Проснулся очень классно — от луча солнца, нагревшего лицо. Улыбнулся. Сразу вспомнил: сегодня.
И философичность, отрешенность, вся накаченная за неделю анестезия вдруг отключилась. Будто кто-то рывком сдернул одеяло, а ты под ним голый, и холодно! Он и задрожал, застучал зубами, кожа покрылась мурашками.
Сегодня?! Сегодня?!
«Ну да, сегодня, — сказал какой-то другой Марк, усталый и спокойный. — Иначе все равно сиганешь из окна завтра, только уже подонком. Не трепыхайся. Поезд отправляется».
И ничего, встал, пошел чистить зубы. Посмотрел на щетку с пастой, пожал плечами. Зачем? Но все-таки почистил.
Постучал в родительскую комнату. Сказал:
— Мам, мне сегодня ко второй. Я подрыхну еще. Сам потом позавтракаю.
Смотреть на маму не нужно, этого даже другой, спокойный Марк мог не выдержать. Ну а любоваться на рожу Рогачова тем более незачем.
— Хорошо, — сонным голосом ответила мама.

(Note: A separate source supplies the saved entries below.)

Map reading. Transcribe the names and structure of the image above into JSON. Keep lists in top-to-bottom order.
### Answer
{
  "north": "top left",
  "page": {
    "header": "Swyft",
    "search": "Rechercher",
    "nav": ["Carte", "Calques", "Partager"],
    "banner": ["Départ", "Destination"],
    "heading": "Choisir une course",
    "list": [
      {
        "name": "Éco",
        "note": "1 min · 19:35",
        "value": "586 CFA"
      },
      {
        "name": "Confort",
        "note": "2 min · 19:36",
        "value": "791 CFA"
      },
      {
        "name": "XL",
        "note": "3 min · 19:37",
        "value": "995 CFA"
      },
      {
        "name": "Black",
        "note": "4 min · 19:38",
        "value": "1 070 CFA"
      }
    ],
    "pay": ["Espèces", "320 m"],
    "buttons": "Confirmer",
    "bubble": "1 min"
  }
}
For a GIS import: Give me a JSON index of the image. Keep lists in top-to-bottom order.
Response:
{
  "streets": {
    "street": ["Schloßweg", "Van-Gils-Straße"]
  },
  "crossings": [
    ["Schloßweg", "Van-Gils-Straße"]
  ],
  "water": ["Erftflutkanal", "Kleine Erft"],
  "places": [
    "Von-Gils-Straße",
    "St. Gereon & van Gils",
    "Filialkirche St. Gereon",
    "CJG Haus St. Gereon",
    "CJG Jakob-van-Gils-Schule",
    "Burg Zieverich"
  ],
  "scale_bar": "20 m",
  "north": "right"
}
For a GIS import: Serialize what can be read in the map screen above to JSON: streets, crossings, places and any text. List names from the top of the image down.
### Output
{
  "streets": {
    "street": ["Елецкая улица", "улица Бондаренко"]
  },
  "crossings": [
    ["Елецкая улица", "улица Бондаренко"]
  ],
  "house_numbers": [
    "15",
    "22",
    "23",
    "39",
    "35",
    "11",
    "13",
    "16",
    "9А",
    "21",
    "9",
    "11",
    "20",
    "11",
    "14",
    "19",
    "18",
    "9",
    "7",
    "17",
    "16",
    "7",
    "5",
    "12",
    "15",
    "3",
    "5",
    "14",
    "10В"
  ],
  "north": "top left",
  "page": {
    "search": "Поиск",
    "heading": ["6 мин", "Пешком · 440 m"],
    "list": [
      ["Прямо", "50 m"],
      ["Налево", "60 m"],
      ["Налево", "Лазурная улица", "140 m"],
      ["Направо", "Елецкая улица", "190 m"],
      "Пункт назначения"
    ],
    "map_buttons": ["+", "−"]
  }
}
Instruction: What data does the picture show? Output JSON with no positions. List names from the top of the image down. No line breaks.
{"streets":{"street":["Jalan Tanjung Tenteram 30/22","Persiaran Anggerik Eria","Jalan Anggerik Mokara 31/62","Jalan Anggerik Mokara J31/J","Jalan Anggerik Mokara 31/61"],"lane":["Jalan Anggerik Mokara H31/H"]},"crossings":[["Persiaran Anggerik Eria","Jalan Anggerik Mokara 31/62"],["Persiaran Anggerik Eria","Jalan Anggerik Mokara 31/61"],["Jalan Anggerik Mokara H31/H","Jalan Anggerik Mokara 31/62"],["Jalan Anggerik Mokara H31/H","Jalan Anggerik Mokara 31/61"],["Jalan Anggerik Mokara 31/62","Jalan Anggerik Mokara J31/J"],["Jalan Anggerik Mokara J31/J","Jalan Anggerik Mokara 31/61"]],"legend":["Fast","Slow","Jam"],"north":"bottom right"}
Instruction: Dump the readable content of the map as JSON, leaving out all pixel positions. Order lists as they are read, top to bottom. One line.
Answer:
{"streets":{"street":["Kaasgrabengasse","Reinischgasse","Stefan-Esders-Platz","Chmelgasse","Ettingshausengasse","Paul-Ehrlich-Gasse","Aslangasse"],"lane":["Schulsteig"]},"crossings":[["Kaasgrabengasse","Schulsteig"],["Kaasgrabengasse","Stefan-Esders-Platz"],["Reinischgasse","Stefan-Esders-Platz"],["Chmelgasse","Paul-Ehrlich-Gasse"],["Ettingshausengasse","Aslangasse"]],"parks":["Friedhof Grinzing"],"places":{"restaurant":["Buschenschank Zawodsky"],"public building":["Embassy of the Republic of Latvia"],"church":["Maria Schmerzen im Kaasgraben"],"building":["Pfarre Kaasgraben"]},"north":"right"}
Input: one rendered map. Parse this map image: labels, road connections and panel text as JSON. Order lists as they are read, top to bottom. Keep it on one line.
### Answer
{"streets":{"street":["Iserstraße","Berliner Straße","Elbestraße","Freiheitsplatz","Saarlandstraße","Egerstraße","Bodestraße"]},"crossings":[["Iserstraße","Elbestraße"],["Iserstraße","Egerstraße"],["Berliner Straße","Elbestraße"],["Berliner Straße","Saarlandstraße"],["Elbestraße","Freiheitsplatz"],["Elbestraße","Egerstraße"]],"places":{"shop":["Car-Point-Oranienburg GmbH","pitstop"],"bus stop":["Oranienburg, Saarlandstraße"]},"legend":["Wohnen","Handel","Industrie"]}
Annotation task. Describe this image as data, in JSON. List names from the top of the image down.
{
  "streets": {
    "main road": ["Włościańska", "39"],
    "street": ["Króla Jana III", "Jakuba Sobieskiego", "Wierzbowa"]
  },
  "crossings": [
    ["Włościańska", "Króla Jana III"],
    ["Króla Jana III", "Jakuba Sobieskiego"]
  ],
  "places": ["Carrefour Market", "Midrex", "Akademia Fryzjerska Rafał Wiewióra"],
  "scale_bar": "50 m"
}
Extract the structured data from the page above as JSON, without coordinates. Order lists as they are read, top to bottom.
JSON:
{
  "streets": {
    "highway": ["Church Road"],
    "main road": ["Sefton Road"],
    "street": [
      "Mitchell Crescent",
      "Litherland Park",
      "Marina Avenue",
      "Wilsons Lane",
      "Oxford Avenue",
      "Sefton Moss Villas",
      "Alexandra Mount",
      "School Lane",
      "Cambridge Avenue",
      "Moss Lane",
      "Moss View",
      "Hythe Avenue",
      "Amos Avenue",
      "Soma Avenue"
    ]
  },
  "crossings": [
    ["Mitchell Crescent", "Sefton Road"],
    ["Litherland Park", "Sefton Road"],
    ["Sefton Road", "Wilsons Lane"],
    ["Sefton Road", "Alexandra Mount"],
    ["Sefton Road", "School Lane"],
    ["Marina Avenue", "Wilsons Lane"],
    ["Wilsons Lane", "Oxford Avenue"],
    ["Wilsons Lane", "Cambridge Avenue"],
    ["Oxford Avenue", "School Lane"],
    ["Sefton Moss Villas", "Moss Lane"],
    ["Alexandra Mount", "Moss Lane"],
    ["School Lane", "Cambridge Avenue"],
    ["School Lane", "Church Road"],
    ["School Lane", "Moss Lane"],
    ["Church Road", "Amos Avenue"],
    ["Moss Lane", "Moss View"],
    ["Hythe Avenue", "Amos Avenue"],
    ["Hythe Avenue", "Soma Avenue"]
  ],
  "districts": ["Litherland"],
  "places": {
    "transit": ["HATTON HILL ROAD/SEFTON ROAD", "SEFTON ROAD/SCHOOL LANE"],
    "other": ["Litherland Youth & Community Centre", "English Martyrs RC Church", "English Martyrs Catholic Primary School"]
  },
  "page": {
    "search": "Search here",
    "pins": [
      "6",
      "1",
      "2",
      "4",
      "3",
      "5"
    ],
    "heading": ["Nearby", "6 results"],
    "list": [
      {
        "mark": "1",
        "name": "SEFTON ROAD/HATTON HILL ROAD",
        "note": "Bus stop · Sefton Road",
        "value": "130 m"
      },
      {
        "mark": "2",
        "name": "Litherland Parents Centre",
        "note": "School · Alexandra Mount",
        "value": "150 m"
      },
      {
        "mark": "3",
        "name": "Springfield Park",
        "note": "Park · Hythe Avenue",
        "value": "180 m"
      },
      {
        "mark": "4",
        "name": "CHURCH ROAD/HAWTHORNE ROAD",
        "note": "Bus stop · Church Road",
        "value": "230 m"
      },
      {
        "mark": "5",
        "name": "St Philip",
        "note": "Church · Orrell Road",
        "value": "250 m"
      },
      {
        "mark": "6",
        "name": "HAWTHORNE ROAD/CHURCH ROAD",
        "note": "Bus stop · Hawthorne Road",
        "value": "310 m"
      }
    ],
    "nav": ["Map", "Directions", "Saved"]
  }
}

Подождав, когда они оба уйдут — сначала она, потом отчим, — Марк вышел и заставил себя съесть два яйца. Чтобы брюхо не ныло от голода, не отвлекало.
Стал представлять, как всё это будет, и красота окончательно изгнала страх.
План был красивый.
Уходить — так не по-овечьи, а громко. Когда вечером приедет бежевая «волга» и встанет там же, то есть точно под окном, сигануть с шестого этажа прямехонько на крышу. Пусть Эсэса кондратий хватит. Уж заикаться он потом точно будет.
Представил физиономию Сергей Сергеича — засмеялся.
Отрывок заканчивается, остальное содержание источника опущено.